Searching the oak (Quercus humboldtii) dominated montane cloud forest in Chicaque near Bogota, Colombia, Tatiana Sanjuan (see below) and I found an array of Cordyceps-species. We were very lucky since there had been only one good rain that announced the end of the the dry season.
A Cordyceps currently classified with Cordyceps caloceroides, a spider parasite. Its fruiting bodies have pushed open a spider's egg sac. This Cordyceps specimen is only about 5 mm tall.
An other Cordyceps caloceroides.
Another Cordyceps caloceroides group Cordyceps growing on an idiopidae spider
below a close up of the still immature fruiting body.
A Cordyceps very close to Cordyceps variabilis
Note the sterile apex of the stroma that bears a fertile cushion in which perithecioid ascomata are immersed. The host insect should be a fly larva.

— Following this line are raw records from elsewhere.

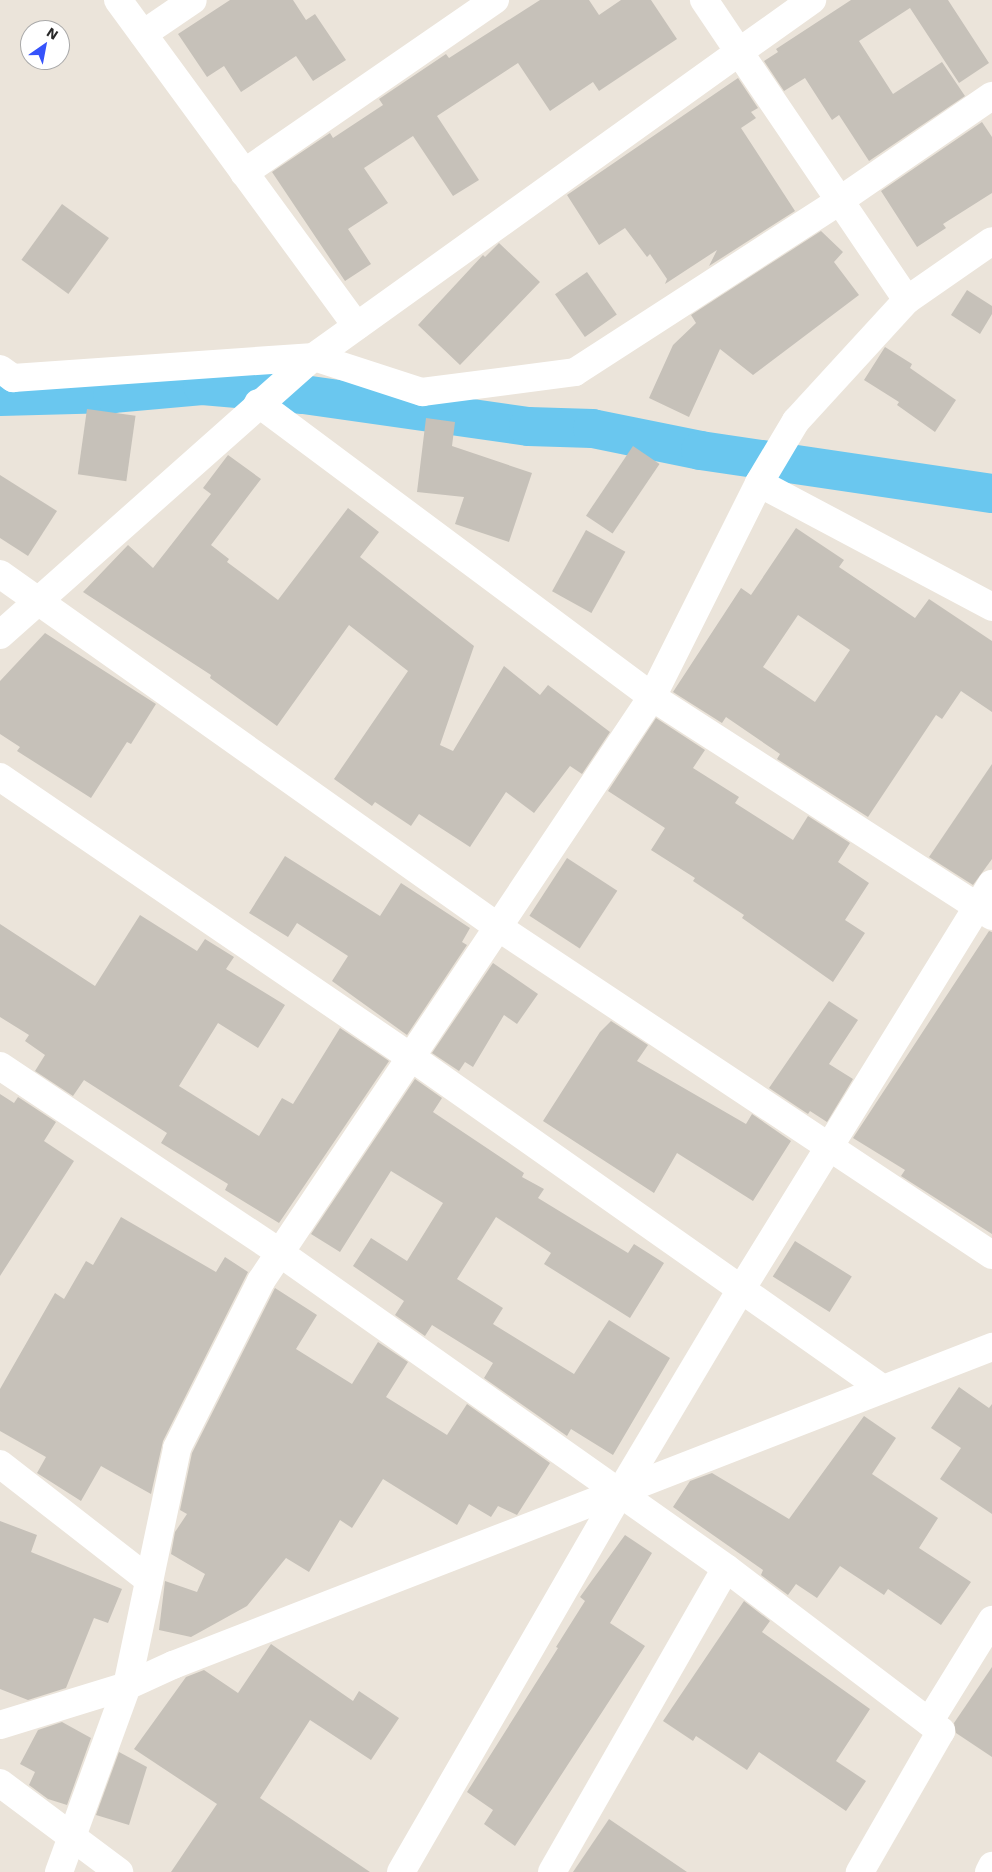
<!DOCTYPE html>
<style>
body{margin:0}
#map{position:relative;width:992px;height:1872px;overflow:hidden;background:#ebe4da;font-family:"Work Sans",sans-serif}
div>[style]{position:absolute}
.canal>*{height:39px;margin:-19.5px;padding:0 19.5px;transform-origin:19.5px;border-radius:19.5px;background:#6ac7ef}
.building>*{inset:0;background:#c6c1b9;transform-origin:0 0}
.minor>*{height:28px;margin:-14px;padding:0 14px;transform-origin:14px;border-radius:14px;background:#fff}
span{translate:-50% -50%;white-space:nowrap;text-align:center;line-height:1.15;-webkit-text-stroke:4.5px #fff;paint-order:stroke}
.north{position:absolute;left:20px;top:20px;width:50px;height:50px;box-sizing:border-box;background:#fff;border:1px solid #a9a9a9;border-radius:50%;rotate:33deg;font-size:14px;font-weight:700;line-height:20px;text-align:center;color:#282828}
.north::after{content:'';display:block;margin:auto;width:18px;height:22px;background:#3653fb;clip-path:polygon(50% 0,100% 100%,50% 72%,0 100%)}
</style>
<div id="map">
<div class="canal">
<div style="left:0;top:396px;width:112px;rotate:-1.5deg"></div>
<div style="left:112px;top:393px;width:90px;rotate:-5.1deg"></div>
<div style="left:202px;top:385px;width:101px;rotate:5.1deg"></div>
<div style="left:303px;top:394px;width:227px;rotate:8.1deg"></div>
<div style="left:528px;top:426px;width:64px;rotate:1.8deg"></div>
<div style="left:592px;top:428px;width:110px;rotate:11.5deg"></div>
<div style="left:700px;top:450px;width:295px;rotate:8.4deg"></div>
</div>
<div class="building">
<div style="clip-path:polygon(230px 0,293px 0,306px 20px,315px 14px,346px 60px,313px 81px,296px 56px,241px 92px,224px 66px,207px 77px,178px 34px)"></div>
<div style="clip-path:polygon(540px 0,589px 0,599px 15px,621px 0,651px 0,677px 39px,599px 91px,593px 82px,550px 111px,518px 63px,437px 116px,479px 180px,453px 196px,413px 136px,364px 168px,388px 203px,348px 229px,371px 264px,345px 281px,272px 172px,330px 133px,333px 138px,383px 105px,379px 99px,446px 54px,449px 58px)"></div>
<div style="clip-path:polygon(851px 0,948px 0,989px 63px,959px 83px,910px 8px,859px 41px,893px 94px,942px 62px,965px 96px,869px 161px,839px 115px,832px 120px,805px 78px,784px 91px,764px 61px,778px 52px,776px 49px)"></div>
<div style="clip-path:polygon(738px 78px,758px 108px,751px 112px,756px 118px,741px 128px,795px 211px,709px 266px,717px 250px,665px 284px,667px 279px,650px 254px,647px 257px,625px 228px,599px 245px,567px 195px)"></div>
<div style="clip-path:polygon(982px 122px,992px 137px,992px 193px,943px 224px,946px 228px,917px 247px,881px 191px)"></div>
<div style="left:62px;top:204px;width:58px;height:69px;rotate:36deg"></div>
<div style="clip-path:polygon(821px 231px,843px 252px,834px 262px,859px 295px,753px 375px,720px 349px,689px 417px,649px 398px,673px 345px,696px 323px,691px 315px)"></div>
<div style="clip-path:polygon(499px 243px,540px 282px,460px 365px,418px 325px,483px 255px,485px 257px)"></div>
<div style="left:587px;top:272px;width:52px;height:39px;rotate:55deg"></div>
<div style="clip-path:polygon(967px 290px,992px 306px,992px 314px,980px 334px,951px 315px)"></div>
<div style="clip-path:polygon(885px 347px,912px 364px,910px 368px,956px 400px,935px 432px,897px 405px,899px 402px,864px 380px)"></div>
<div style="left:87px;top:409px;width:49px;height:66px;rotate:8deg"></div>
<div style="clip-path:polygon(426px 418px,455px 422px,452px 446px,532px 473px,509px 542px,455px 524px,464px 497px,417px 492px)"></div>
<div style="left:633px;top:446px;width:32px;height:84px;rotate:34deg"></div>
<div style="clip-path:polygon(228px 455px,261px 479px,211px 545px,229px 559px,227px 562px,278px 600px,348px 508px,379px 532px,360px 557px,474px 646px,440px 745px,453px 751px,504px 666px,540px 695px,548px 685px,610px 732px,582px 774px,570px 766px,534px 813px,506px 792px,470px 847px,419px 814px,411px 826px,375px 802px,372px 806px,334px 779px,408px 671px,349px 625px,277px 726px,210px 678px,211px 675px,83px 592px,128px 545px,153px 568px,211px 494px,203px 488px)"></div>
<div style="clip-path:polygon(0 475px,57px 511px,28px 556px,0 538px)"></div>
<div style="clip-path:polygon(evenodd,796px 528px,844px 560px,839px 567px,915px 618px,929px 599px,992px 641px,992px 712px,961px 691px,942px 719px,936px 715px,868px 817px,777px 759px,780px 754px,726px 717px,722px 723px,673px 692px,741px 588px,751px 595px,796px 528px,798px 615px,850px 650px,815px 702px,763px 667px,798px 615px)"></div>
<div style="left:586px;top:530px;width:45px;height:70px;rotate:29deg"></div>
<div style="clip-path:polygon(45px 633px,156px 704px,131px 744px,127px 742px,91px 798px,17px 751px,20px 747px,0 734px,0 681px)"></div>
<div style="clip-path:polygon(656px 718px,705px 750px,693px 768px,739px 797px,735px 803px,793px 840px,808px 816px,850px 843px,838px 862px,869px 883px,845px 920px,865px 933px,833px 982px,742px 918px,744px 915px,693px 881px,695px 878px,651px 850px,665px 828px,608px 791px)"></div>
<div style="clip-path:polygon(992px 764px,992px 859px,973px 885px,929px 857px)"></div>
<div style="clip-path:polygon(285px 856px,380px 916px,401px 883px,470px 928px,462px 942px,467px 945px,407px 1035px,332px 981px,348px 956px,297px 923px,288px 937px,249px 913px)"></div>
<div style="left:567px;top:858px;width:60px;height:69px;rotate:33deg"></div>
<div style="clip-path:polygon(140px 915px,197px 951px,205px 939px,234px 957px,226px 969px,285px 1005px,258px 1048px,218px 1023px,179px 1086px,259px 1136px,282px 1098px,293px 1104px,340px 1028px,389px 1061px,279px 1223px,225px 1190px,228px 1184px,161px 1143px,167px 1133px,84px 1080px,73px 1096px,35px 1071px,45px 1055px,25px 1041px,29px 1035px,0 1017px,0 924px,95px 986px)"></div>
<div style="clip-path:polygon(989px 931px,992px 932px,992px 1234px,901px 1176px,905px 1170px,853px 1138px)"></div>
<div style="clip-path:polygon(493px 963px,538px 994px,517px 1024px,504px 1015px,473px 1067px,465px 1062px,459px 1071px,432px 1053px)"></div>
<div style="clip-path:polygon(829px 1001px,858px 1020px,829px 1064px,853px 1079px,827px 1122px,810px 1111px,808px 1114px,769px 1088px)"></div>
<div style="clip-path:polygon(611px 1021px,648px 1045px,637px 1061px,746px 1124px,752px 1114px,791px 1141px,753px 1201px,677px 1153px,654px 1193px,543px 1121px,600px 1032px)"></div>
<div style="clip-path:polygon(415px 1079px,442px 1098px,433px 1112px,524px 1173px,522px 1177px,544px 1189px,538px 1198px,628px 1253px,634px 1244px,664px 1263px,630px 1318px,544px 1264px,551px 1253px,496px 1217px,457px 1279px,503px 1308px,493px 1324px,574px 1374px,609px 1320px,670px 1358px,613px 1455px,571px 1429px,567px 1436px,484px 1378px,493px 1363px,432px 1325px,425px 1336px,395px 1315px,404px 1301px,353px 1266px,371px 1238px,407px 1261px,443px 1203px,391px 1171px,340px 1252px,311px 1234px)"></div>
<div style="clip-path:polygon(0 1094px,14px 1103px,18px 1097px,56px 1122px,44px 1141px,74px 1161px,0 1276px)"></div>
<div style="clip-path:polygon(121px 1217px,216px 1272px,225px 1257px,248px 1272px,163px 1441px,151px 1494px,101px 1466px,81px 1501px,37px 1473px,46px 1457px,0 1431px,0 1389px,55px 1293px,64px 1299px,86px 1261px,93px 1265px)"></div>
<div style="left:795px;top:1241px;width:67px;height:42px;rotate:32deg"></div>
<div style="clip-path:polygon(275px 1288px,317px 1315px,296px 1349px,352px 1384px,378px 1342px,408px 1362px,386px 1397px,447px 1435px,467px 1404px,550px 1463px,517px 1515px,498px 1506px,491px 1517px,469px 1504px,457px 1525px,383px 1479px,352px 1528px,340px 1520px,309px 1572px,286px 1558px,247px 1606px,191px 1637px,159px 1630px,165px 1581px,197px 1592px,205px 1574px,171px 1554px,175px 1532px,187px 1514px,180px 1510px,192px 1453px)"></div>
<div style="clip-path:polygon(959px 1387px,989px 1408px,992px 1404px,992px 1514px,940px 1479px,961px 1448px,931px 1428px)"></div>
<div style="clip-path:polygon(864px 1416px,896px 1438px,872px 1474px,938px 1518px,919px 1548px,971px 1582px,941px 1625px,888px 1589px,884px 1595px,840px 1566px,817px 1598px,796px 1584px,788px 1595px,761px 1575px,763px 1570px,673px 1507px,690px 1481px,712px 1473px,789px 1519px)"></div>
<div style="clip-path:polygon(0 1521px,37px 1535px,31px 1552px,122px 1589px,108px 1623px,94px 1618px,66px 1688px,28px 1700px,0 1689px)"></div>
<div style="clip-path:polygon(625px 1535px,652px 1553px,610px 1623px,645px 1646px,515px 1846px,484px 1824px,493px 1810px,467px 1792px,558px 1648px,556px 1647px,585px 1601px,580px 1597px)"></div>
<div style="clip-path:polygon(744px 1601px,770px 1621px,762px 1632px,870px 1709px,836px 1761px,866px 1781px,846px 1811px,759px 1752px,747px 1770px,696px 1736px,693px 1741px,663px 1721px)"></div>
<div style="clip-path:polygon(271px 1644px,353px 1701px,359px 1691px,399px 1718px,371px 1760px,310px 1720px,260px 1798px,370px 1872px,171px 1872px,217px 1804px,134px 1749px,186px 1677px,204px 1670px,238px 1693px)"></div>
<div style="clip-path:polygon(992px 1667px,992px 1757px,956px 1733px,954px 1723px)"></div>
<div style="clip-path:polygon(62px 1722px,91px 1738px,67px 1805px,48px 1799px,29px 1785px,35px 1772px,20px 1764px,38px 1730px)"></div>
<div style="clip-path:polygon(119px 1752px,147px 1767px,129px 1825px,96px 1815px)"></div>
<div style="clip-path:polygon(609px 1819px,687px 1872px,573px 1872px)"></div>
</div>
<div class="minor">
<div style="left:118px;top:0;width:404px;rotate:53.8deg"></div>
<div style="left:143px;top:34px;width:60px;rotate:-34.2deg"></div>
<div style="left:244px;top:173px;width:305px;rotate:-34.6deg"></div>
<div style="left:907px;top:300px;width:103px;rotate:-34.8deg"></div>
<div style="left:0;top:369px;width:16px;rotate:35deg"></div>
<div style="left:13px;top:378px;width:302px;rotate:-4deg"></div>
<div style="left:314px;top:357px;width:114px;rotate:18deg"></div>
<div style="left:422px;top:392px;width:154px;rotate:-7.4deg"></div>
<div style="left:575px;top:372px;width:315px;rotate:-32.9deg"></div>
<div style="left:839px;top:201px;width:186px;rotate:-34.5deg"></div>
<div style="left:258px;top:403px;width:492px;rotate:36.7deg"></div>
<div style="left:652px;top:697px;width:404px;rotate:32.8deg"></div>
<div style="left:759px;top:483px;width:264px;rotate:28deg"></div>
<div style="left:0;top:574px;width:610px;rotate:35.33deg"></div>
<div style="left:498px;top:927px;width:593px;rotate:33.58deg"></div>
<div style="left:0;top:635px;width:416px;rotate:-41.6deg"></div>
<div style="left:311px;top:359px;width:527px;rotate:-35.65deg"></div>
<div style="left:739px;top:52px;width:63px;rotate:-123.9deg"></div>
<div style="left:0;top:777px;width:497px;rotate:34.3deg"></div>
<div style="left:411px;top:1057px;width:577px;rotate:35.12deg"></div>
<div style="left:0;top:1066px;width:337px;rotate:33.7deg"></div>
<div style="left:280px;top:1253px;width:546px;rotate:35.23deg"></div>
<div style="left:726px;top:1568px;width:270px;rotate:37.2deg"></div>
<div style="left:941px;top:1731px;width:163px;rotate:119.9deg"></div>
<div style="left:0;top:1464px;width:189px;rotate:37.9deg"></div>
<div style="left:929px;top:1722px;width:120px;rotate:-58.3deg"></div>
<div style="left:0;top:1725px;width:133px;rotate:-17.1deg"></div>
<div style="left:127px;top:1686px;width:51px;rotate:-24.5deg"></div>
<div style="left:173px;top:1665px;width:879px;rotate:-21.22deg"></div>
<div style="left:0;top:1783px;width:149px;rotate:36.8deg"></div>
<div style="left:59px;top:1872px;width:198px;rotate:-69.9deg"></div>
<div style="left:127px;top:1686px;width:243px;rotate:-78.1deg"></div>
<div style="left:177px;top:1448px;width:187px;rotate:-63.3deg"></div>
<div style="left:261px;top:1281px;width:703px;rotate:-56.2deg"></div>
<div style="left:652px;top:697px;width:239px;rotate:-63.4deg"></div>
<div style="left:759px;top:483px;width:72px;rotate:-59.2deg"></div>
<div style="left:796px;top:421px;width:164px;rotate:-47.5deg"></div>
<div style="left:907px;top:300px;width:300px;rotate:-124.1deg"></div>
<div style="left:739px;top:52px;width:90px;rotate:-35.5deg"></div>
<div style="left:401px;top:1872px;width:436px;rotate:-60deg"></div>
<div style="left:619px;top:1494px;width:240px;rotate:-59.2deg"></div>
<div style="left:742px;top:1288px;width:475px;rotate:-58.3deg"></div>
<div style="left:552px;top:1872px;width:350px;rotate:-60.2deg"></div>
<div style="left:989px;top:1872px;width:7px;rotate:-63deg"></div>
</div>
<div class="north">N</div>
</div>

Here a link to a paper by Kathy Hodges, Richard Humber & Chris Wozniack (1998) on Cordyceps variabilis.
Isaria anamorphs
Isaria tenuipes (= Paecilomyces tenuipes) when freshly found.
Digging out carefully Isaria tenuipes (=Paecilomyces tenuipes) show the parasitized insects that serve as host. We saw probaly nearly a dozen Isaria during our two day excursion.
An unidentified Cordyceps anamorph.
Tatians Sanjuan, a leading expert on neo-tropical Cordyceps, was so kind to take me out in the woods. I had promised to share some of my photography techniques and she delivered Cordyceps objects!
Very interesting was Tatiana's confidence in Cordyceps showing up in the same location year after year.